In the San Fernando Valley, Department of Water and Power spokeswoman Dorothy Jensen said that a power outage that affected several hundred homes in Sherman Oaks Sunday night was not caused by the demand for air-conditioning power.
Although the DWP urged customers to set thermostats no lower than 78 in such heat waves, “the system is equipped to handle this sort of heavy demand,” she said.
The peak demand Sunday was 3,535 megawatts and Monday’s was expected to reach 4,774, she said, but the system had handled as much as 5,300 megawatts in the past.
Temperatures did not get quite as hot in the Valley Monday as expected because of a flow of cooler air from the ocean, said National Weather Service meteorologist Bruce Entwistle.
“The marine layer snuck around us again,” he said, coming “through the back door” over Cahuenga Pass. “It was not thick enough to come over the mountains so it came around the mountains,” he said.

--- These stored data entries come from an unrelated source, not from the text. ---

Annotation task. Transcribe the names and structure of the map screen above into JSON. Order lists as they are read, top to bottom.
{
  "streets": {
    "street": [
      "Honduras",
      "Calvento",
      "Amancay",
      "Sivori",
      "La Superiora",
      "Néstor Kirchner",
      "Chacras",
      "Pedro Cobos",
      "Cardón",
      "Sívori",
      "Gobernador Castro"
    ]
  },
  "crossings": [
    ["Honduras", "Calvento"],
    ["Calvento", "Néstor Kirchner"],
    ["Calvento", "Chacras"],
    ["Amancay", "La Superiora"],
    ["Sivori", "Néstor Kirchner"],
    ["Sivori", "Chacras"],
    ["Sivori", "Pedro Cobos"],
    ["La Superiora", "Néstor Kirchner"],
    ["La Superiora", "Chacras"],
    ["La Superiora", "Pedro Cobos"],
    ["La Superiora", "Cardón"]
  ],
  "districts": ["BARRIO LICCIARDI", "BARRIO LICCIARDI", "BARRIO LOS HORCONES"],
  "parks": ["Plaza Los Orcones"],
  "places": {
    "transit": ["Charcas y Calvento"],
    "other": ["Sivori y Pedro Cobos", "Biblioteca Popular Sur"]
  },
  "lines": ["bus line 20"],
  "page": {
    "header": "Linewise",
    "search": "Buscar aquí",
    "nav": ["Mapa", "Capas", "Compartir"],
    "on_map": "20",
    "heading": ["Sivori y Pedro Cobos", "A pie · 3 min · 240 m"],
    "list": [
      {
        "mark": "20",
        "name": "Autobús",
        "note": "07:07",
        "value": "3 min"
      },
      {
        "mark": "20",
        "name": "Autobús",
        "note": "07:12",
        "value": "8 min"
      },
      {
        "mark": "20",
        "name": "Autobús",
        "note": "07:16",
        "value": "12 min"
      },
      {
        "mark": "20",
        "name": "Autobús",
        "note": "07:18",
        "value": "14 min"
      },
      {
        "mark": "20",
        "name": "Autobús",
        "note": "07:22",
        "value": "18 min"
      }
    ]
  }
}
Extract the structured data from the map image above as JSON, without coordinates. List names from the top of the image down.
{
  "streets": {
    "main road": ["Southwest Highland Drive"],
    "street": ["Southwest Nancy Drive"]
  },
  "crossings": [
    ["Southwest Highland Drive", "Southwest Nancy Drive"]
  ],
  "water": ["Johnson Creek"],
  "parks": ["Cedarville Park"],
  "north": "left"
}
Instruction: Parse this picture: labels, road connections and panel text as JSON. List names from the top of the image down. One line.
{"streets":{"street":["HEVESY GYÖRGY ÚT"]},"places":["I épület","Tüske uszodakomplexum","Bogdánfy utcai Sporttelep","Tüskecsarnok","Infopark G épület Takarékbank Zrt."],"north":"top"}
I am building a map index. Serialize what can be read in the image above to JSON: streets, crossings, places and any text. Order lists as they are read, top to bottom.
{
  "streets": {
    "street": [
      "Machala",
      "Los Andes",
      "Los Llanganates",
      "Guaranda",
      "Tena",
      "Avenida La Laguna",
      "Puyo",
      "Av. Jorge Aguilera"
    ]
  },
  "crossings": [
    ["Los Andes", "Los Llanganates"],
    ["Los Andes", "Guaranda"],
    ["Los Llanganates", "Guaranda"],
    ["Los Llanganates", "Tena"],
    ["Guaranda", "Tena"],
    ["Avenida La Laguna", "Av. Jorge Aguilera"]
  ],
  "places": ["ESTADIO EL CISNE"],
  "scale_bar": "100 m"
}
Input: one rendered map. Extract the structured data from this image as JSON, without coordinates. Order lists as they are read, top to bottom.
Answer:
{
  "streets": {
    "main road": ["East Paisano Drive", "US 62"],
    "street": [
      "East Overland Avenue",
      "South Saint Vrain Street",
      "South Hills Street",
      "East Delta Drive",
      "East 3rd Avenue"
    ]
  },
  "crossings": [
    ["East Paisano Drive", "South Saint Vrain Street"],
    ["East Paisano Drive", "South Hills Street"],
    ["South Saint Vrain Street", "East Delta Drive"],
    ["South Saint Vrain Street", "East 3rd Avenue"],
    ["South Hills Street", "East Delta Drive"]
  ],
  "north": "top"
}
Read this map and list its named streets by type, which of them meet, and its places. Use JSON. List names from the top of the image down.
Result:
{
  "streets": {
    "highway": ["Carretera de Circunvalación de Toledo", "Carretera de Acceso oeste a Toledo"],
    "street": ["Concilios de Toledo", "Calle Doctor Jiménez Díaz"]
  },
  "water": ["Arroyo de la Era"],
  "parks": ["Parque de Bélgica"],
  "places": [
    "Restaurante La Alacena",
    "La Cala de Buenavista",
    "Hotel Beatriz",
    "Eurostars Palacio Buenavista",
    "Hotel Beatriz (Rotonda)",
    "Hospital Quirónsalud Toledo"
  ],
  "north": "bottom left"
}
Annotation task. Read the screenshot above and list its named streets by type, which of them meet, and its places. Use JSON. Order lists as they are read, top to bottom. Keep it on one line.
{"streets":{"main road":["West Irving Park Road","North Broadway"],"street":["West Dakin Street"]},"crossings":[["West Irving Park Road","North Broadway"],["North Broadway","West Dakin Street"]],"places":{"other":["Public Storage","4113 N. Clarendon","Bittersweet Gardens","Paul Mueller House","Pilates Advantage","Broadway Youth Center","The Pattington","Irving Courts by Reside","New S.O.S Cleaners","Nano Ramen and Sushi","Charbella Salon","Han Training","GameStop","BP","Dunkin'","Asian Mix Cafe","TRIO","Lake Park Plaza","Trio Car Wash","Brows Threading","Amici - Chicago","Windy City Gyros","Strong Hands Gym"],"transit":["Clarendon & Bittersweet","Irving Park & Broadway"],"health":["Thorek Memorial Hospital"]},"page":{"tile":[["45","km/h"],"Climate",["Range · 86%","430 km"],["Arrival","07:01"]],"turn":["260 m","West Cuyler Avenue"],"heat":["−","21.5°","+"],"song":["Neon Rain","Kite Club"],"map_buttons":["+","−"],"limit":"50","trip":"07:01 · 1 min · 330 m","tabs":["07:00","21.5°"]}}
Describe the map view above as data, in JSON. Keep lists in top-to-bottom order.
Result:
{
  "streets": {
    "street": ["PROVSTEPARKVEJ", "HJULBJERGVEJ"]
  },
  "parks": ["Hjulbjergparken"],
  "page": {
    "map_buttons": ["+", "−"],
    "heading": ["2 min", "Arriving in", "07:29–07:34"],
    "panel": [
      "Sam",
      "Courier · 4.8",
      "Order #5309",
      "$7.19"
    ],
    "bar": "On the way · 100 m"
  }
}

Curtis Brack, a meteorologist with WeatherData Inc., said California’s hot weather is the result of a massive high-pressure system that has settled over the Northwest.
The high temperature in Los Angeles on Monday was 87, following an overnight low of 68. Highs in the mid- to upper low to mid-80s are expected in the Los Angeles area today.
Times staff writer Paul Jacobs in Sacramento contributed to this story.